Teaching English Abroad Gets Harder
More schools skirt the backpack set and seek trained candidates
THE ink had barely dried on Glenna and Bob Harris's college diplomas when they set off to teach English in Tokyo five years ago.
''We were just married and didn't have a couch or a car to make payments on, so we decided to just go and try it,'' says Mr. Harris, who lives in Portland, Ore.
Teaching English overseas remains a popular option for thousands of young Americans who want to live in another culture or take a break before starting a career or graduate school. But getting a job is often no longer simply a matter of showing up and proving conversational ability.
Finding positions in traditionally popular places ''has simply become much more difficult to do,'' says William Nolting, director of international opportunities at the University of Michigan in Ann Arbor.
Many once-prime spots - such as Japan and parts of Eastern Europe - have weaker economies or are saturated with Americans. The European Union has also made British and Irish nationals, rather than Americans, more desirable to member countries. In addition, many foreign schools have become more selective, often opting for those with experience actually teaching English.

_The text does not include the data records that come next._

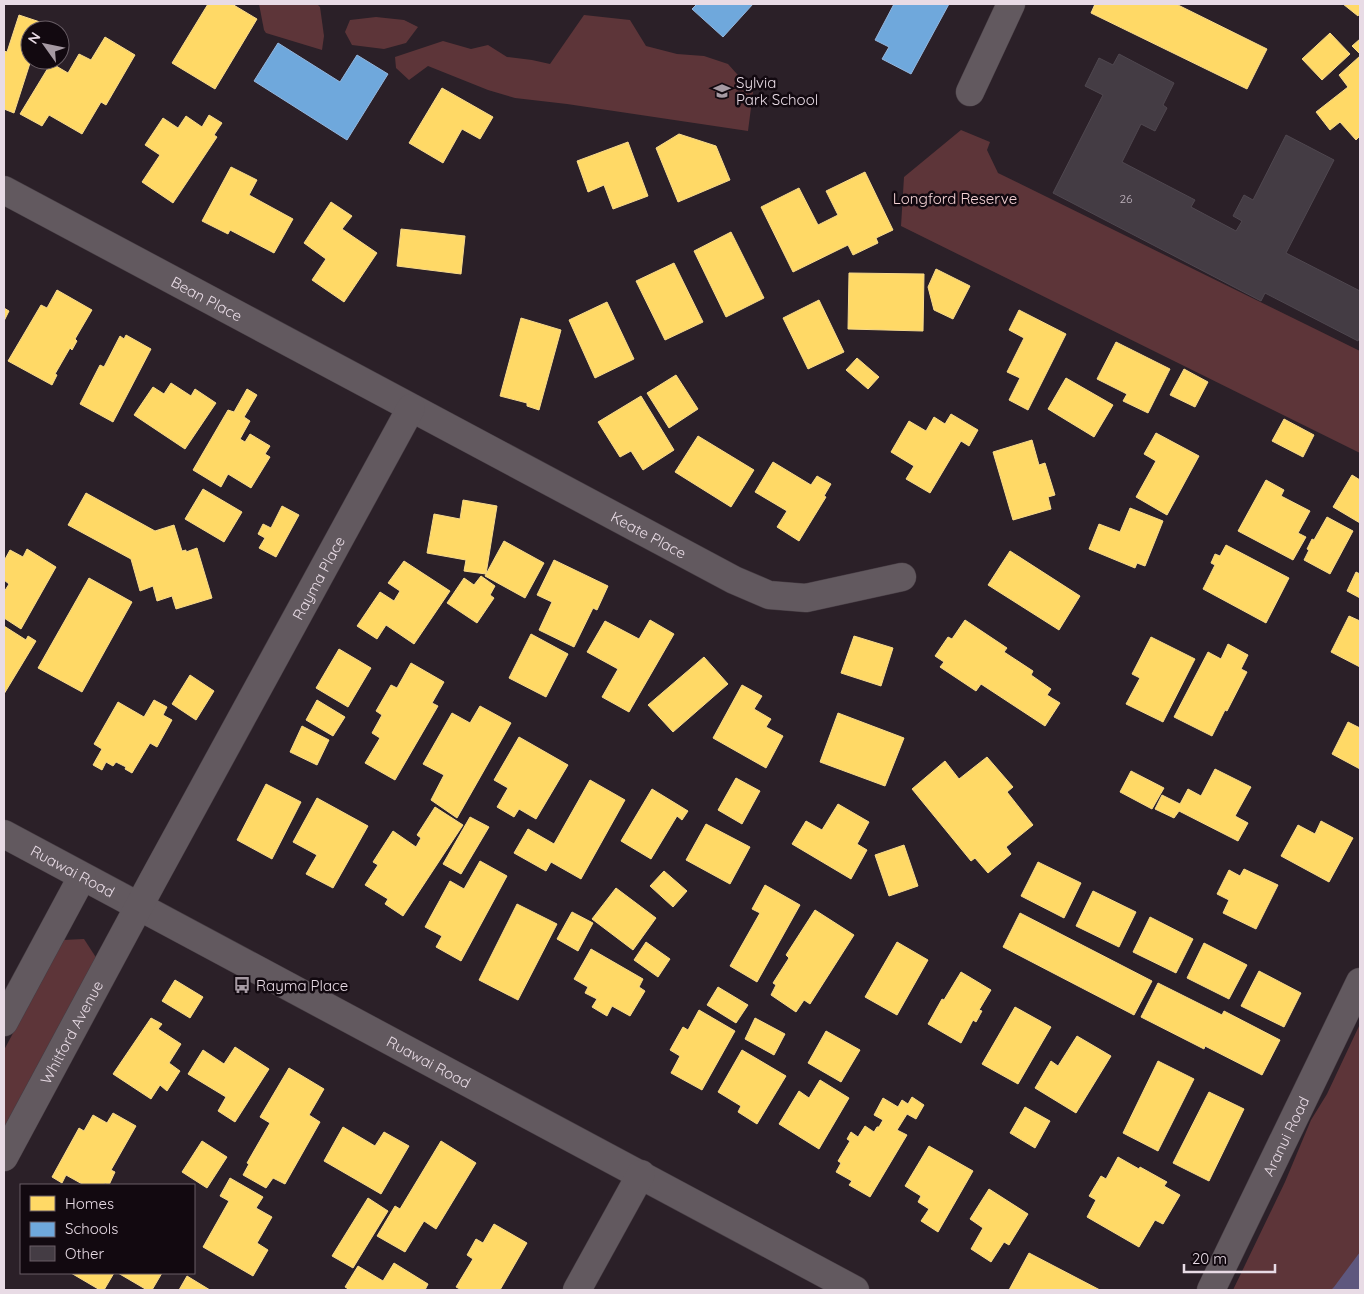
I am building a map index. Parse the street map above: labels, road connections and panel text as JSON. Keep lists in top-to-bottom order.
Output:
{
  "streets": {
    "street": [
      "Bean Place",
      "Keate Place",
      "Rayma Place",
      "Ruawai Road",
      "Whitford Avenue",
      "Aranui Road"
    ]
  },
  "crossings": [
    ["Bean Place", "Keate Place"],
    ["Bean Place", "Rayma Place"],
    ["Keate Place", "Rayma Place"],
    ["Rayma Place", "Ruawai Road"],
    ["Rayma Place", "Whitford Avenue"],
    ["Ruawai Road", "Whitford Avenue"]
  ],
  "parks": ["Longford Reserve"],
  "places": {
    "school or university": ["Sylvia Park School"],
    "bus stop": ["Rayma Place"]
  },
  "house_numbers": ["26"],
  "legend": ["Homes", "Schools", "Other"],
  "scale_bar": "20 m",
  "north": "top left"
}
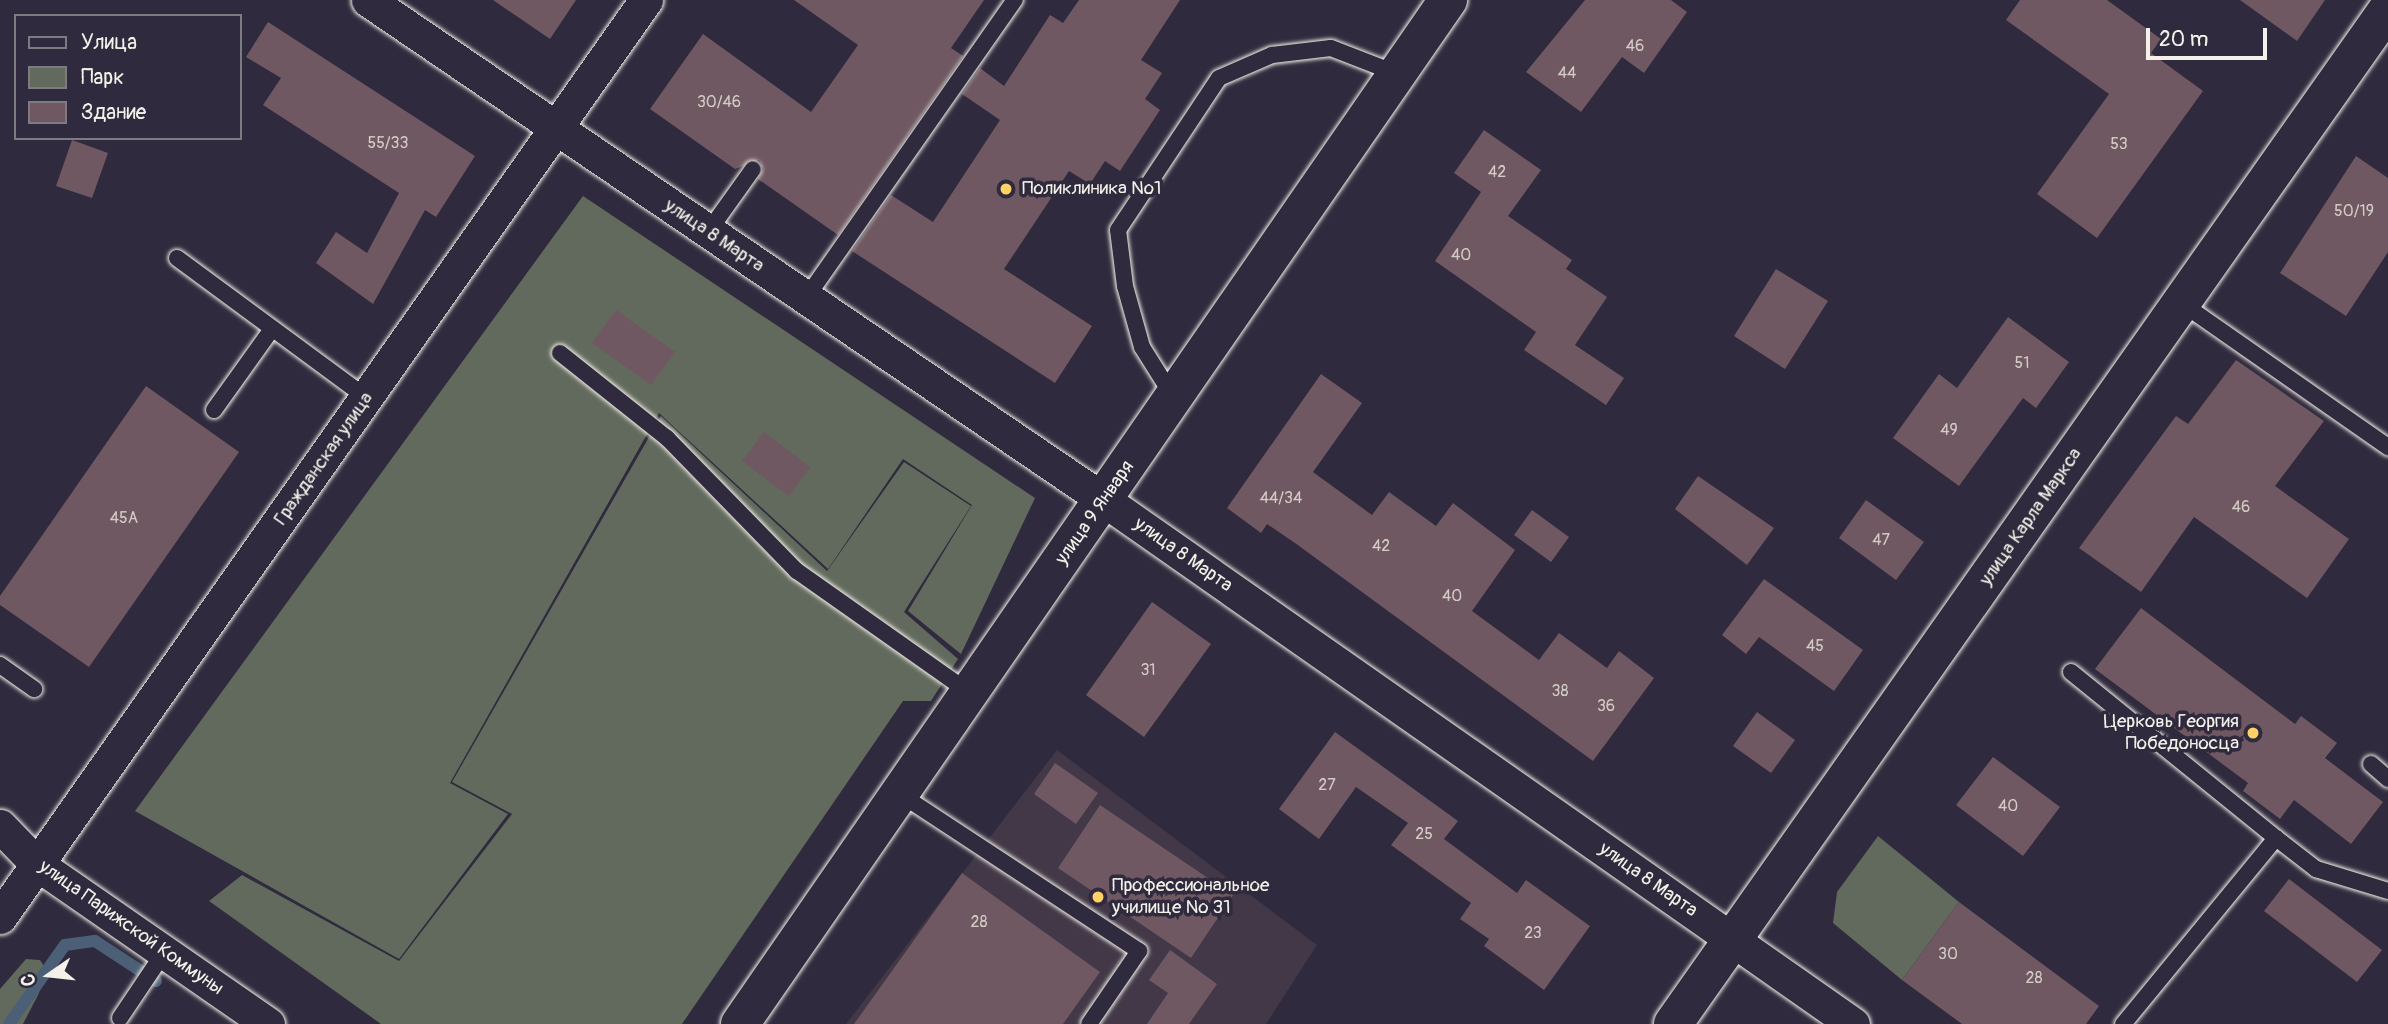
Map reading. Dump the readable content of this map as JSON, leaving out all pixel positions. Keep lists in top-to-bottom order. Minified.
{"streets":{"street":["улица 8 Марта","Гражданская улица","улица 9 Января","улица Карла Маркса","улица Парижской Коммуны"]},"crossings":[["улица 8 Марта","Гражданская улица"],["улица 8 Марта","улица 9 Января"],["улица 8 Марта","улица Карла Маркса"],["Гражданская улица","улица Парижской Коммуны"]],"places":["Поликлиника №1","Церковь Георгия Победоносца","Профессиональное училище № 31"],"house_numbers":["46","44","30/46","55/33","53","42","50/19","40","51","49","44/34","46","45А","47","42","40","45","31","38","36","27","40","25","28","23","30","28"],"legend":["Улица","Парк","Здание"],"scale_bar":"20 m","north":"left"}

In the case of the Harrises, they found jobs within a few days, despite their inexperience. But now, ''schools around the world are more aware of qualifications and more suspicious of 'backpacker' English teachers,'' says Susan Griffith, author of ''Teaching English Abroad.''
As a result, career advisers say, those interested in teaching English have to conduct well-planned, thorough searches, be willing to take some risks, and consider less familiar countries. ''There are still positions out there,'' says William Klingelhofer, director of the international experience program at Harvard University in Cambridge, Mass. He notes that the demand for English teachers remains fairly high.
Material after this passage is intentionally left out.